Aviation's safety improvement is driven by five cultural and systemic factors that warehousing has been slower to adopt: a just culture that encourages reporting without blame, continuous data collection (not periodic audits), systemic risk analysis that identifies patterns across the entire operation, learning from what goes right as well as what goes wrong, and cross-functional safety ownership where every role has a defined part in the safety system. These are cultural and data infrastructure choices, not inherent differences between the industries.
What is just culture and how does it apply to warehouse safety?
Just culture is a framework that distinguishes between honest errors (consoled), at-risk behaviour (coached), and reckless behaviour (disciplined). It creates the trust that makes safety reporting work, because workers know that honest mistakes will be met with support, not punishment. In warehousing, just culture principles can be applied through coaching-first responses to AI-detected safety events, using face-blurred video clips that focus on the situation rather than the individual.
How is computer vision AI similar to a flight data recorder?
Both systems capture safety-relevant data continuously and objectively, without relying on human observation or voluntary reporting. A flight data recorder captures every parameter of every flight. Computer vision AI captures every detectable safety event across every connected camera. Both generate the high-volume, continuous data sets needed to identify systemic patterns and measure whether interventions are working.
What is Safety-II and how does it apply to warehousing?
Safety-II is an approach that studies how things go right (the vast majority of the time) rather than focusing exclusively on failures. In warehousing, computer vision AI data shows both the events that indicate risk and the patterns that indicate success: the shifts with the lowest event density, the zones where coaching led to measurable improvement, the operational changes that reduced near misses. Studying these successes helps organisations understand what to replicate across their operation.

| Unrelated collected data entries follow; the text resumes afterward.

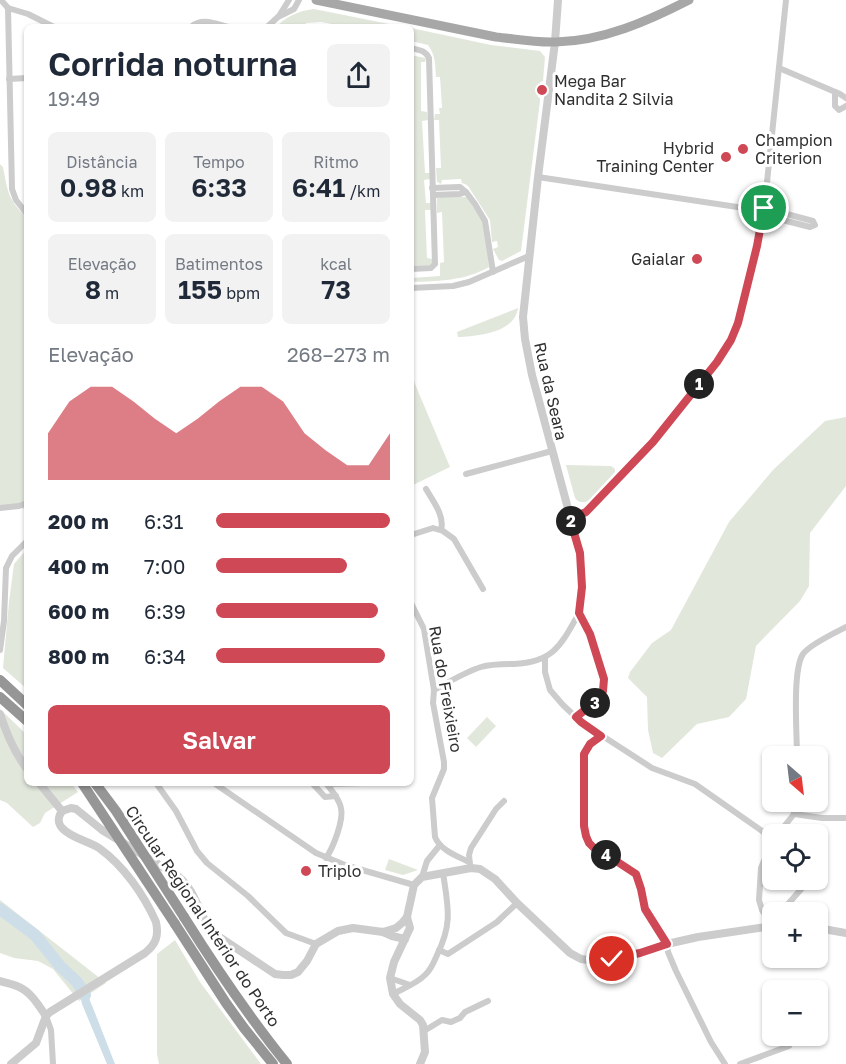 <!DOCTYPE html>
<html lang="pt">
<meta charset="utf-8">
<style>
:root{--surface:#fff;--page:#f2f2f3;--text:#1f2937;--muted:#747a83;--accent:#cf4855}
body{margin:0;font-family:"Golos Text",sans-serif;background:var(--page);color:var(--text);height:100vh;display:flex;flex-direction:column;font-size:22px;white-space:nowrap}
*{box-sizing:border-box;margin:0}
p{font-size:20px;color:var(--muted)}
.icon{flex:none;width:33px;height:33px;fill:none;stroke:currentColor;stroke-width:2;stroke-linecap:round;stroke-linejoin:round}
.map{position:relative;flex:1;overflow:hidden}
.panel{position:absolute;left:24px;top:24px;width:390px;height:762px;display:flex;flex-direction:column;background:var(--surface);border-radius:9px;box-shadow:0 2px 4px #0004}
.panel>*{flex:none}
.needle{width:39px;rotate:152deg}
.fabs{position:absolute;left:762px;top:746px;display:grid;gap:12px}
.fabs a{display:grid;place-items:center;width:66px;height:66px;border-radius:9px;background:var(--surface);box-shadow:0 2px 4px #0004;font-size:30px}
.pin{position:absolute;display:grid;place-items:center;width:51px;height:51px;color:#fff;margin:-26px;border:3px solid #fff;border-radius:50%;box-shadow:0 2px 6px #0007}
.km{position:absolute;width:30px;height:30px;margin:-15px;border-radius:50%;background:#222;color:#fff;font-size:16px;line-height:30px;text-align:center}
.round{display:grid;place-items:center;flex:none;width:63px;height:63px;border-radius:9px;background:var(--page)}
.head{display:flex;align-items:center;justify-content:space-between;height:102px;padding:0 24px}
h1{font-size:33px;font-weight:600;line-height:45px}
.metrics{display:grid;grid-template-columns:repeat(3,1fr);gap:9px;height:102px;padding:6px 24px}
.metrics div{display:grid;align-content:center;border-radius:9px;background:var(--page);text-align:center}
.metrics b{font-size:26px;font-weight:600}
.metrics small{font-size:16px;font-weight:400}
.metrics p{font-size:16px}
.chart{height:168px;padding:12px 24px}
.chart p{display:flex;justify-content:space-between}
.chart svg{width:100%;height:108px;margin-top:6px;fill:var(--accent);opacity:.7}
.button{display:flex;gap:12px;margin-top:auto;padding:12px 24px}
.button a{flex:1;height:69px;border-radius:9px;background:var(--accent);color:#fff;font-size:24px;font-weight:600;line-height:69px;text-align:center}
ul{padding:0 24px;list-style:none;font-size:20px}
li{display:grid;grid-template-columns:96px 72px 1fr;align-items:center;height:45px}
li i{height:15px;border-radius:8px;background:var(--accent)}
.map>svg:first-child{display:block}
.green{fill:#e2e7dc}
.water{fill:#cddee8}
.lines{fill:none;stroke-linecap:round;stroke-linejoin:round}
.river{stroke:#cddee8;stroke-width:12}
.minor{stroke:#ccc;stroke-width:6}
.tertiary{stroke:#ccc;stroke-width:8}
.primary{stroke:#a7a7a7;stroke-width:9}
.motorway{stroke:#969696;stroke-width:10}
.motorway-bridge{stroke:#969696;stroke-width:10}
.route-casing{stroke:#fff;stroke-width:12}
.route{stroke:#cf4855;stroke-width:8}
.poi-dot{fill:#cf4855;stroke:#fff;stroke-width:2}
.labels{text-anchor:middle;stroke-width:6;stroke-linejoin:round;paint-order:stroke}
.poi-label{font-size:16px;fill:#2f2f2f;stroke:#fff;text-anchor:start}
.street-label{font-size:16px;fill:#2f2f2f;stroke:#fff}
</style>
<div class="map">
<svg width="846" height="1064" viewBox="0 0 846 1064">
<rect width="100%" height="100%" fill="#fff"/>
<!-- green -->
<g class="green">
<path d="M314,9L404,27H348L321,22L307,23L298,27H276C287,16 298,11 314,9Z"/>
<path d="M411,28L491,45L540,51L545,57L543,81L540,82L538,97L540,98V101L521,251L502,261L499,260L493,249L498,247L497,241L492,242L490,220L468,186L465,184L462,183L461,179L442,180L441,184L437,182L436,168H441L439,120H434L435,114H440L439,108H442L440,77H436C435,65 436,56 428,45L411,41Z"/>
<path d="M411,55L425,58L426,59L425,62H421V111L427,112L428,120L422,121L425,173H430V179L424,180L426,203H431V210H425L427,258L432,259L433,265L411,266Z"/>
<path d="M0,164L3,167C8,193 8,199 27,218V511L19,506L0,505Z"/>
<path d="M441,197H467L484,222L489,267C465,281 438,281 411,282V278L440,276V263L444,262L442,212L437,213V198Z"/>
<path d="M518,308C515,333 477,336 458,337L457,332Z"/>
<path d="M411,370L415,384L450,467L411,486Z"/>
<path d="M846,417V486L810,533L809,586L800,601L756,646L746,699L729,717L697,724L662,758L653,753L648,730L647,697L628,678L630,672L652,643L671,630L729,522L773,470L825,421Z"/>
<path d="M566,465L611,466L615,469V472L588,501C583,503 579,503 575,498Z"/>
<path d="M27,549V689L3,668L9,602L14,564Z"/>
<path d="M0,709L27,735V783H71L78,792L45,813L40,823L33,827L7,803L0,800Z"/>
<path d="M487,717L496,726L476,747L467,738Z"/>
<path d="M389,859L418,870L403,875L385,870Z"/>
<path d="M0,900L106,983L79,1001L53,969L38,961L14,958L0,953Z"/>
<path d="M175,940L200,982L261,1064H159L157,1054V954Z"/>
</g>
<!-- water -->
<path class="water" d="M77,982L79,983L88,996L93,1008L115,1064H107L82,1004Z"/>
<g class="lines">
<!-- river -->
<path class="river" d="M0,909L35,935L60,966L77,982L85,995"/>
<!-- minor -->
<g class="minor">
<path d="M1,0L8,8L12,189L16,200L27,214"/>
<path d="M8,8L28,14L54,27"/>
<path d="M280,16L294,9L299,0"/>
<path d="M191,27C202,17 216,24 229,27"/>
<path d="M267,27L279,16L289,0"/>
<path d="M411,48C419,50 425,50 429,58L435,264L431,268L411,269"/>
<path d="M779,68L840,94L846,98"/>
<path d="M9,79L27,78"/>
<path d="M835,92V106L839,110L846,106"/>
<path d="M538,177L764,211"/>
<path d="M432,188L460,187L466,192L475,204L485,221L493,272"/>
<path d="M433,195L460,194L466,192"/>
<path d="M763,215L810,227L815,225L813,221L764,208"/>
<path d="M411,288L453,286L469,282L529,256"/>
<path d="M466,474L552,451"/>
<path d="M426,489C433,501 445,516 441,530"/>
<path d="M0,508L19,506L27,503"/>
<path d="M570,519L586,512L653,442L717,361L731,340L738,323L764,211L786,0"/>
<path d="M411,535L433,528L443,531L454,539L483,589"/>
<path d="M411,603L424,629L434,690L433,703L444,762V769L432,798L435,837C440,850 457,856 469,862"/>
<path d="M0,650L4,621L6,568L12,556L27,541"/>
<path d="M545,658V672L550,690L563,705L581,722L652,768L695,784L772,838"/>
<path d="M434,690C449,682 465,672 481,667C491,664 503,664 514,664C554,662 561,645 579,613L590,634L604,679L603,691L601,696L575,717"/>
<path d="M601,736L590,744L584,754V826L586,836L589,843L595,849L607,855L636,874L641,889L645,909L667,944L668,952L676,971L711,1042L725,1064"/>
<path d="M797,756C797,735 792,670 803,654C809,645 836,632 846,627"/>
<path d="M156,783L176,811L197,851L207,863L248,896L286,933L316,944"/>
<path d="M214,783L316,853L345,865L414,885"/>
<path d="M312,783L325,797L336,796"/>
<path d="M327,784L364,783"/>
<path d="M794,814V801"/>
<path d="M778,834L794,814L822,818H846"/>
<path d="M772,842L761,868L759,900L762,910L772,925"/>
<path d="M326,858C333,848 344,820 341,808C339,798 331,790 326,783"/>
<path d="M470,864L469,855L471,848L496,809L504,801"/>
<path d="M422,877L427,861L440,845"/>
<path d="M781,912L810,879"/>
<path d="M439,950L448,954L497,922L517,903"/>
<path d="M390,978L410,985"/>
<path d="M393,994C404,988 416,984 425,975C431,970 434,962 437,955C453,923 448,907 443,873"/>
<path d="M46,1016L51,1030L53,1064"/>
<path d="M424,1031L442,1020L451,1022L460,1018L465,1012L488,1001"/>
<path d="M740,1064L789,1046"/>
</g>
<!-- tertiary -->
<g class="tertiary">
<path d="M558,0L555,42L538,177L523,317L525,339L532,375L580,553L582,587L579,613"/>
<path d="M0,714C7,734 14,752 27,769"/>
<path d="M39,783L62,811"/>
<path d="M62,811L71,808L76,809L102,830L179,877C196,891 199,915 212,932L275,974L283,975H291L298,972L307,961L316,944L338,931L353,928L383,932L396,928L402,923L407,917L414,885L422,877L471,868L480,869L495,879L517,903L570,953L581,959L595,961L612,959L640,953L667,944L698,937L772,926"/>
<path d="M407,917L410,928L394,962L390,978L393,994L400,1004L420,1020L423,1025L425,1052L420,1064"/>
<path d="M818,928L846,933"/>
<path d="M383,932L392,936L405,939"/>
<path d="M0,981C6,983 13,984 19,987C31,992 39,1006 46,1016"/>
<path d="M11,1064L36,1043L46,1016L50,1012L145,953C156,944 159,936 156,922C144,895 124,866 99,848C88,841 71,838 62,828C57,822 58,817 62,811"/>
</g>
<!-- primary -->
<path class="primary" d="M316,0L496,37C516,39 536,43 556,42C603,41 648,21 689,0"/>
<!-- motorway -->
<g class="motorway">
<path d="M0,680L27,705"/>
<path d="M0,697L27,721"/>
<path d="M184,917C216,968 249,1017 287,1064"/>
<path d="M175,924L226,1003L244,1028L273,1064"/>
</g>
<!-- motorway-bridge -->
<g class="motorway-bridge">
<path d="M82,783L175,924"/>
<path d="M95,783L116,811L184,917"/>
</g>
</g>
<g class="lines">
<!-- route casing -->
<g class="route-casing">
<path id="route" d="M612,959L640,953L667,944L645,909L641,889L636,874L607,855L595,849L589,843L586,836L584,826V754L590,744L601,736L581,722L576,717L594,703L601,696L603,691L604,679L590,634L579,613L582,587L580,553L570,519L586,512L653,442L717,362L731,340L738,323L757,246L764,208"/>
</g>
<!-- route -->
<use href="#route" class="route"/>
</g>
<!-- markers -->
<g class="poi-dot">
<circle cx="542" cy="90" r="6"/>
<circle cx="743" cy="149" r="6"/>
<circle cx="726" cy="157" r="6"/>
<circle cx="697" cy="259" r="6"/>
<circle cx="306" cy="871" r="6"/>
</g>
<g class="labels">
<!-- poi labels -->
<g class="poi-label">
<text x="554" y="87">Mega Bar<tspan x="554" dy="18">Nandita 2 Silvia</tspan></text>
<text x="755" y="146">Champion<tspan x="755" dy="18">Criterion</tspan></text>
<text x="714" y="154" text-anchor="end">Hybrid<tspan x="714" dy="18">Training Center</tspan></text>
<text x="685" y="265" text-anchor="end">Gaialar</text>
<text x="318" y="877">Triplo</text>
</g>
<!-- street labels -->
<g class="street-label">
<text transform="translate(551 391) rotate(77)" y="6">Rua da Seara</text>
<text transform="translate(446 689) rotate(80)" y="6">Rua do Freixieiro</text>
<text transform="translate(203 916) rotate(56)" y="6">Circular Regional Interior do Porto</text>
</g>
</g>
</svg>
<div class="fabs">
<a><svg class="needle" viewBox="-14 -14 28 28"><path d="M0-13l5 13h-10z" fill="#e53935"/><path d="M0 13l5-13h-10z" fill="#747a83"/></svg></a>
<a><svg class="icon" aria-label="locate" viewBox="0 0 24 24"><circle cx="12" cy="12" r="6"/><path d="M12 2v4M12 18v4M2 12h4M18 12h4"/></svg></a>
<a>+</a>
<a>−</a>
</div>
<div class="pin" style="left:764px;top:208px;background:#1e9e55"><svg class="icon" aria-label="arrive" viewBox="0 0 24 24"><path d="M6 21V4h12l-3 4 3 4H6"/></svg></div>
<div class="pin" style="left:612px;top:959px;background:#d93025"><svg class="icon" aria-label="check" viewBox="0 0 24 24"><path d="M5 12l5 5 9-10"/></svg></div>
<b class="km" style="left:699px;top:384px">1</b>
<b class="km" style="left:571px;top:521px">2</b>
<b class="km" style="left:595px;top:703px">3</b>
<b class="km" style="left:606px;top:855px">4</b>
<section class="panel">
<div class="head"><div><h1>Corrida noturna</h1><p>19:49</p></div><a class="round"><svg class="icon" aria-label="share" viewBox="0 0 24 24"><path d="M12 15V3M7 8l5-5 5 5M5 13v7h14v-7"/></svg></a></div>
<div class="metrics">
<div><p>Distância</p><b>0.98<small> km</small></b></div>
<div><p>Tempo</p><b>6:33</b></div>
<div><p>Ritmo</p><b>6:41<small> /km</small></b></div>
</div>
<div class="metrics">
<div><p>Elevação</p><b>8<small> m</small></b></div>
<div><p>Batimentos</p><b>155<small> bpm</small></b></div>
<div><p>kcal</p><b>73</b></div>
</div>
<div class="chart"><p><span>Elevação</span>268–273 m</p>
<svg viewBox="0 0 160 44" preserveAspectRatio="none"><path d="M0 44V25L10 12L20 6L30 6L40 12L50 19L60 25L70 19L80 12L90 6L100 6L110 12L120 25L130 32L140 38L150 38L160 25V44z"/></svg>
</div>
<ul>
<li><b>200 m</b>6:31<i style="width:100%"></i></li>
<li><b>400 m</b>7:00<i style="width:75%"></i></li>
<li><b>600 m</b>6:39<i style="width:93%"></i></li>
<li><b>800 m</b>6:34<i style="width:97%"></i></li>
</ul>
<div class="button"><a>Salvar</a></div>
</section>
</div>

Can warehouse safety really achieve aviation-level improvement?
Aviation has roughly doubled in safety every decade for over 50 years. While warehousing faces different operational constraints, the principles that drove aviation's improvement (just culture, continuous data, systemic analysis, cross-functional ownership) are directly transferable. The technology to apply these principles in a warehouse setting (computer vision AI, coaching platforms, leading indicator dashboards) now exists and is being deployed by organisations that are already seeing measurable results.